Stock Reactions and Market Implications
Stock performance across these institutions painted a mixed picture. Goldman Sachs saw a modest decline initially, as investors digested the results against lofty expectations, but analysts from Reuters pointed to the firm’s robust asset management revenue as a buffer. JPMorgan’s shares climbed modestly after the report, buoyed by its diversified revenue streams, while Citigroup’s outperformance—outpacing peers in stock gains for the year—underscored its transformation efforts.
This earnings season underscores a pivotal shift for the banking sector. After a prolonged slump, the resurgence in deal activity is driven by lower borrowing costs and pent-up demand from corporations eager to pursue strategic mergers. As InvestmentNews detailed, JPMorgan and Goldman’s investment banking units were key drivers of the beats, with Citi’s across-the-board records adding to the narrative of recovery.

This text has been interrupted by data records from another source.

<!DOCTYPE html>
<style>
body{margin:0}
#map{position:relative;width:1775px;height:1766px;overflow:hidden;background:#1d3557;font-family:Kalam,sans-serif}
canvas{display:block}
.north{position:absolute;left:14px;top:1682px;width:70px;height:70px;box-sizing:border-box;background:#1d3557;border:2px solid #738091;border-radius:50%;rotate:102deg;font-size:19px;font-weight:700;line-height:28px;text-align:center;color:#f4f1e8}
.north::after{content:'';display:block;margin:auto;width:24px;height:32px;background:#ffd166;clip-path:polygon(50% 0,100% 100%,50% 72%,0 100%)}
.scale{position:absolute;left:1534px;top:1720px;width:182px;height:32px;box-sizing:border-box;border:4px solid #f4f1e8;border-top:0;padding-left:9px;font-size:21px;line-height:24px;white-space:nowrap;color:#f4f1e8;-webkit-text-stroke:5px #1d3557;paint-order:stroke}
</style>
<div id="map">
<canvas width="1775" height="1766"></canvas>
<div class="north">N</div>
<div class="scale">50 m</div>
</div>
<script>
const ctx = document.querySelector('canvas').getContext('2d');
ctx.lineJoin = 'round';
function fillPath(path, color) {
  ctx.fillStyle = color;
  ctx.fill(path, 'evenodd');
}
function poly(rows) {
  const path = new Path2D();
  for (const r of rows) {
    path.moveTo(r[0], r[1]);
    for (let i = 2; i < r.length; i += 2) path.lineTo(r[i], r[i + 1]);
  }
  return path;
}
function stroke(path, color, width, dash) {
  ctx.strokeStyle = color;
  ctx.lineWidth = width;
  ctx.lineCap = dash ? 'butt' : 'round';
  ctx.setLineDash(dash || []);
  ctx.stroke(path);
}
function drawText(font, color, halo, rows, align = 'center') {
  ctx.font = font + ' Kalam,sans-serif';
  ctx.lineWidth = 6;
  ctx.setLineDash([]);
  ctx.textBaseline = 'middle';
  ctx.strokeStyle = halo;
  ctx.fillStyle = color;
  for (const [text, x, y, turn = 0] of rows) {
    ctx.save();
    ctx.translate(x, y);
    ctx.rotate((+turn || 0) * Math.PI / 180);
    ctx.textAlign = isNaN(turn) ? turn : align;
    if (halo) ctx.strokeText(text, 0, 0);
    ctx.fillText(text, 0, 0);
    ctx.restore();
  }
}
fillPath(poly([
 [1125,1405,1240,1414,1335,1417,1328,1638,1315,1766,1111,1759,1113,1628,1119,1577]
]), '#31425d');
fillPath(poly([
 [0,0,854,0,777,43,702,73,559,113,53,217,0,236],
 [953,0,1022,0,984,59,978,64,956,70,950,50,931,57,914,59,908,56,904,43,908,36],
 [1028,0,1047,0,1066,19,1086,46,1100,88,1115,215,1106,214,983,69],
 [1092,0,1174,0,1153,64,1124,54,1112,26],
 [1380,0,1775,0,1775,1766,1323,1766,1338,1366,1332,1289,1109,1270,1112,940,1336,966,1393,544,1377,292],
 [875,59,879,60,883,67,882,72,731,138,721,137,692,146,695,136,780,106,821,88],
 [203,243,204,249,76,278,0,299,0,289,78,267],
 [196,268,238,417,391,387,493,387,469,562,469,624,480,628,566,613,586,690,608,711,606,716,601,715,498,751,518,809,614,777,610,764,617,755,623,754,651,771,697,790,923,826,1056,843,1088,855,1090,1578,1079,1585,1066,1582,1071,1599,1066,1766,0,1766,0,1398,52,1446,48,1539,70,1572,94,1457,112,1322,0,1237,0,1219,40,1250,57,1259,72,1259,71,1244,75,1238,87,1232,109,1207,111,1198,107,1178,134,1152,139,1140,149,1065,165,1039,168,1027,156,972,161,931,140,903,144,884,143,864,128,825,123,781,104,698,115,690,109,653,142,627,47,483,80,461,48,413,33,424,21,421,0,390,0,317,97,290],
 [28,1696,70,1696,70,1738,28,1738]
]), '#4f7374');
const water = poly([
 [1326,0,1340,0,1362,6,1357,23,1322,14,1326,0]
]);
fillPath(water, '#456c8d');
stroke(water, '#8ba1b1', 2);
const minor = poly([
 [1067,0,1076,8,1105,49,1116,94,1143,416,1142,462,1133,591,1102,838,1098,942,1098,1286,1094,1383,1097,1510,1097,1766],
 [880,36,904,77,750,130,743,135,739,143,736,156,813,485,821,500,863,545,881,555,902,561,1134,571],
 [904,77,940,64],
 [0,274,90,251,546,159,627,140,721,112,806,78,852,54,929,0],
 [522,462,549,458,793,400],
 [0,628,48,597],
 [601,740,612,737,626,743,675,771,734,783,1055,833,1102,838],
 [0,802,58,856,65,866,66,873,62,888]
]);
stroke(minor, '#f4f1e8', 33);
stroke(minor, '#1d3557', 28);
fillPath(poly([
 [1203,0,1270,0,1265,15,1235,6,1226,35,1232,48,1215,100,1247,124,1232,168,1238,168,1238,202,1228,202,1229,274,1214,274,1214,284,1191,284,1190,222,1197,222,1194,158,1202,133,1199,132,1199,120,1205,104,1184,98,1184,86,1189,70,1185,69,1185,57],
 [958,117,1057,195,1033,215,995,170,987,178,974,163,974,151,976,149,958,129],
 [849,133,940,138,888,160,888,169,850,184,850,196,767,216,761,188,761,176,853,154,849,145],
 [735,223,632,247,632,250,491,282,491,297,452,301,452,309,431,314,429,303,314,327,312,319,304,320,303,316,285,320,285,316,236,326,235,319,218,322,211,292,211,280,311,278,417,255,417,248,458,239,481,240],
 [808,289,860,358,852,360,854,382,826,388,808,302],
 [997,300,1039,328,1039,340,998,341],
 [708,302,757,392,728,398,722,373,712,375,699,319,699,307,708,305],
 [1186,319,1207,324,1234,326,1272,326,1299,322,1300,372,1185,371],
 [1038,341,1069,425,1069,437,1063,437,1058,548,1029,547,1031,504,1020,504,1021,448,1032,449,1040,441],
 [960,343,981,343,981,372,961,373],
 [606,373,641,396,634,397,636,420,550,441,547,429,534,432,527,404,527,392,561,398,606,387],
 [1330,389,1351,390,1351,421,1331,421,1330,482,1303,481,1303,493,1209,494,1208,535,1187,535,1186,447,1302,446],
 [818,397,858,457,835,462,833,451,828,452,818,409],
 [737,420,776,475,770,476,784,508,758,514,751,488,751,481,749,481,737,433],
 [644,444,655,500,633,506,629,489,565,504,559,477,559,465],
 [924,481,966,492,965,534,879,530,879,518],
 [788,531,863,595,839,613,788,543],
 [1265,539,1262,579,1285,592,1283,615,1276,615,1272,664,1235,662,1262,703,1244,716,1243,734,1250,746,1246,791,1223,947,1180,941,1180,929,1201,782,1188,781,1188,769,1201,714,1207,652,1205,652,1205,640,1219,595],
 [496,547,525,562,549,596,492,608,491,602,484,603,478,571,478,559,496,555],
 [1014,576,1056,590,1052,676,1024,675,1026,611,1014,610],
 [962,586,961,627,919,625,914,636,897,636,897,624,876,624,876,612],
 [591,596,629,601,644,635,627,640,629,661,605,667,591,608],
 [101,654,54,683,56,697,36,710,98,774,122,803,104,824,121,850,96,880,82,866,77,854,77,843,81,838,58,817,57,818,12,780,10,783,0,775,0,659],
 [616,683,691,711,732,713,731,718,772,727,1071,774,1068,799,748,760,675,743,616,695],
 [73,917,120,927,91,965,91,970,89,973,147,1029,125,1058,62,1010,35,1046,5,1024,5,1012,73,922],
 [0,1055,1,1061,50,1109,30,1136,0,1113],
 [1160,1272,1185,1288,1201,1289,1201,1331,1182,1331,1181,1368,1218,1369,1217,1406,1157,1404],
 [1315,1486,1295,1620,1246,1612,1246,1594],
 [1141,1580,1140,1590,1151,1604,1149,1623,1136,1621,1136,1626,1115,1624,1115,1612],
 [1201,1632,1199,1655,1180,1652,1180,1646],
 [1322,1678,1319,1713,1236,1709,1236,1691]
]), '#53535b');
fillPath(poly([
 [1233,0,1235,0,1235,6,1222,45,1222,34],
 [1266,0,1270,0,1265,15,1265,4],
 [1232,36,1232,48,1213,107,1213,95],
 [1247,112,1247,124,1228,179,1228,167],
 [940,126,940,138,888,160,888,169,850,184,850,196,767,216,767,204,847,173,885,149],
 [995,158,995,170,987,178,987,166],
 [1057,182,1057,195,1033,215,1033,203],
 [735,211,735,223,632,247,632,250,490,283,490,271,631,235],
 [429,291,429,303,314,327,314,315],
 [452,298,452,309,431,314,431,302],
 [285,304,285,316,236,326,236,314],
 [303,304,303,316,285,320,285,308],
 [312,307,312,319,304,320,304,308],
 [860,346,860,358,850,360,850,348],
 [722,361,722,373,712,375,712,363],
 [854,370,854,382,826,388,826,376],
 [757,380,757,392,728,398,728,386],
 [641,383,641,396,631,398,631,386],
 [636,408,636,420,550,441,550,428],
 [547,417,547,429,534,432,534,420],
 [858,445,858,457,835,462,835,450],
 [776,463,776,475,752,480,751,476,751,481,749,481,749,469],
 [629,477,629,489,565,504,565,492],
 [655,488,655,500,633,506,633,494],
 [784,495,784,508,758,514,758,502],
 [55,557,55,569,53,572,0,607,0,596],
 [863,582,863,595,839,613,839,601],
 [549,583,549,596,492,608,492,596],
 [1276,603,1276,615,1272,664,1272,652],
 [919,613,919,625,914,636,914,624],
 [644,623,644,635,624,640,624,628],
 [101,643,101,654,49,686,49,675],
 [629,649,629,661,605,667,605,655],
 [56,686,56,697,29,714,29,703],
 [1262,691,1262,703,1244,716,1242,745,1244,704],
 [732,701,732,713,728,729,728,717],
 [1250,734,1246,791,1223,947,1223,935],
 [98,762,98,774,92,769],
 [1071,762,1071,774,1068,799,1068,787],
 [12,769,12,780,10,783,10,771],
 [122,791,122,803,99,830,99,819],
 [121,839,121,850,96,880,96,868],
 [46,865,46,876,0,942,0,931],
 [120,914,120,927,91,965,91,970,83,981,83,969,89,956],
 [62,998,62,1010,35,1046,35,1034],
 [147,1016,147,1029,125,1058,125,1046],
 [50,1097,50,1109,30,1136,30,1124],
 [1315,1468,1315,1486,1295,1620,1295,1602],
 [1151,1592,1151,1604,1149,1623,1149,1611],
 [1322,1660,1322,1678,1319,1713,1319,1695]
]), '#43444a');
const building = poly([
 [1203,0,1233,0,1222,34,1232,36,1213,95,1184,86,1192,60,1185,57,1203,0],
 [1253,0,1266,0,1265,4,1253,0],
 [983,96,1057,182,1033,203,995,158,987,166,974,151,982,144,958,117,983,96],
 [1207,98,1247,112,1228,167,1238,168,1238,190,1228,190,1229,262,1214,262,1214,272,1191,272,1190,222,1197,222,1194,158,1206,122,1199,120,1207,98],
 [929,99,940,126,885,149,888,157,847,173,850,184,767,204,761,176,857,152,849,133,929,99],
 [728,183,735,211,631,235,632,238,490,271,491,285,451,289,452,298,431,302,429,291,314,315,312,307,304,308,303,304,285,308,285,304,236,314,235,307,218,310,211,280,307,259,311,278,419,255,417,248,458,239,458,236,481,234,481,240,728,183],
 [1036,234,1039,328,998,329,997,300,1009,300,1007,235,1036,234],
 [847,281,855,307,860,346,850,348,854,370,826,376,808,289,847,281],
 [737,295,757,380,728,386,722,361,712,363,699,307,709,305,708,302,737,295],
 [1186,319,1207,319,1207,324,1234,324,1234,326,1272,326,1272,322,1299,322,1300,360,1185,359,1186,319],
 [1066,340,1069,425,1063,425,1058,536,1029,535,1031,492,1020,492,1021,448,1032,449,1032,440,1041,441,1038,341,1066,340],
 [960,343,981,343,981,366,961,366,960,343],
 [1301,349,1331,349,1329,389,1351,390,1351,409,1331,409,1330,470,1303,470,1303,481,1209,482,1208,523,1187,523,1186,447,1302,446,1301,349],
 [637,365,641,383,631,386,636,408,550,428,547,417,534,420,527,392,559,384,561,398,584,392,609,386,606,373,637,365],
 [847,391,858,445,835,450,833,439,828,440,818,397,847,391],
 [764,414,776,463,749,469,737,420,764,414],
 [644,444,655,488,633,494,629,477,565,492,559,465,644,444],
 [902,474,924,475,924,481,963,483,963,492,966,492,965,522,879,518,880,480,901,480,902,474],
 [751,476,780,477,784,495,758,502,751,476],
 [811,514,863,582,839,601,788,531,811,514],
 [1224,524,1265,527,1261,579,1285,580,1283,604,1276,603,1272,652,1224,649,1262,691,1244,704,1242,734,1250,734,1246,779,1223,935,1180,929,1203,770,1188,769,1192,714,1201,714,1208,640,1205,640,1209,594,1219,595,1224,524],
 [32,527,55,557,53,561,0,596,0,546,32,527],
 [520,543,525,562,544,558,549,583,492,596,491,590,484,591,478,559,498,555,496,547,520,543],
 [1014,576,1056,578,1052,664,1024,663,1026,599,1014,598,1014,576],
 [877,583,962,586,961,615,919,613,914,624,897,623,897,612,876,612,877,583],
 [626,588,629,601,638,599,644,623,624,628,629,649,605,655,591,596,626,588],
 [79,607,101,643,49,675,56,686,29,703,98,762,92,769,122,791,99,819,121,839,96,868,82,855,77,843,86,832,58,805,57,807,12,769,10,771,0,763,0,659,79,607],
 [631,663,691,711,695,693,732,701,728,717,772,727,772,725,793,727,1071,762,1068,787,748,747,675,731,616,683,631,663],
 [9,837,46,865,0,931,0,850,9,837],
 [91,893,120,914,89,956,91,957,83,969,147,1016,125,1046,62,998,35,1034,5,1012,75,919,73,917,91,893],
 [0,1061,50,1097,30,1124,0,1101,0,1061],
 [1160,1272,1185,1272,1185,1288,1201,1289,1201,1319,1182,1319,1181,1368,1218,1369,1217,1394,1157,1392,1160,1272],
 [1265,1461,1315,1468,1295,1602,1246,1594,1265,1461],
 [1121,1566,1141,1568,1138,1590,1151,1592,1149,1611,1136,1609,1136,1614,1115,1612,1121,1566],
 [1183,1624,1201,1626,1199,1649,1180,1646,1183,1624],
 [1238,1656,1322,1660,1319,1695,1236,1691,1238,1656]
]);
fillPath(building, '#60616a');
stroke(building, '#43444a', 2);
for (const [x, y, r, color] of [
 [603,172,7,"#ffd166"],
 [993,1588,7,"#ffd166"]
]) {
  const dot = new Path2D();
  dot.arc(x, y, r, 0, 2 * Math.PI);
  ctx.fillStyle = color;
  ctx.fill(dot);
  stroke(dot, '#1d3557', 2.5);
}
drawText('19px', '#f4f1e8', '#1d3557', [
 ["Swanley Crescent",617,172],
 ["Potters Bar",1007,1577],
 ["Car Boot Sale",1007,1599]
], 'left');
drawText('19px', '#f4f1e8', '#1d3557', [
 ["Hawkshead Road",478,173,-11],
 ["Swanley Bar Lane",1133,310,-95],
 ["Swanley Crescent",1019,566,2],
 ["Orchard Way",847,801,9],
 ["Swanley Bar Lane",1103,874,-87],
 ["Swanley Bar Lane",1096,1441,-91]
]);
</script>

Broader Economic Signals and Future Outlook
Industry insiders view this as more than just quarterly wins; it’s a barometer for economic health. The pickup in M&A, for instance, reflects corporate boards’ growing comfort with the interest-rate environment, potentially signaling sustained growth into 2026. However, executives remain guarded, with Goldman Sachs CEO David Solomon emphasizing in the earnings call that while the pipeline is strong, external factors like elections and global trade could disrupt momentum.
For Citigroup, the results validate Fraser’s multi-year simplification strategy, which has streamlined operations and positioned the bank to compete more aggressively in fee-generating businesses. As noted in The Irish Times, Citi’s stock has outperformed most peers in 2025, trailing only Goldman Sachs, thanks to these reforms.
Challenges Amid Optimism
Despite the positives, not all metrics were uniformly rosy. Provisions for credit losses ticked up slightly across the board, hinting at potential consumer strains, though still below peak pandemic levels. Trading desks thrived on volatility, but as Fox Business observed, the dealmaking recovery is uneven, with smaller transactions dominating over mega-deals.
Looking ahead, these banks’ performances could set the tone for smaller rivals and the wider financial sector. If the deal pipeline holds, 2025 might indeed be remembered as the year Wall Street’s dealmakers reclaimed their stride, but sustained success will hinge on navigating an unpredictable global economy.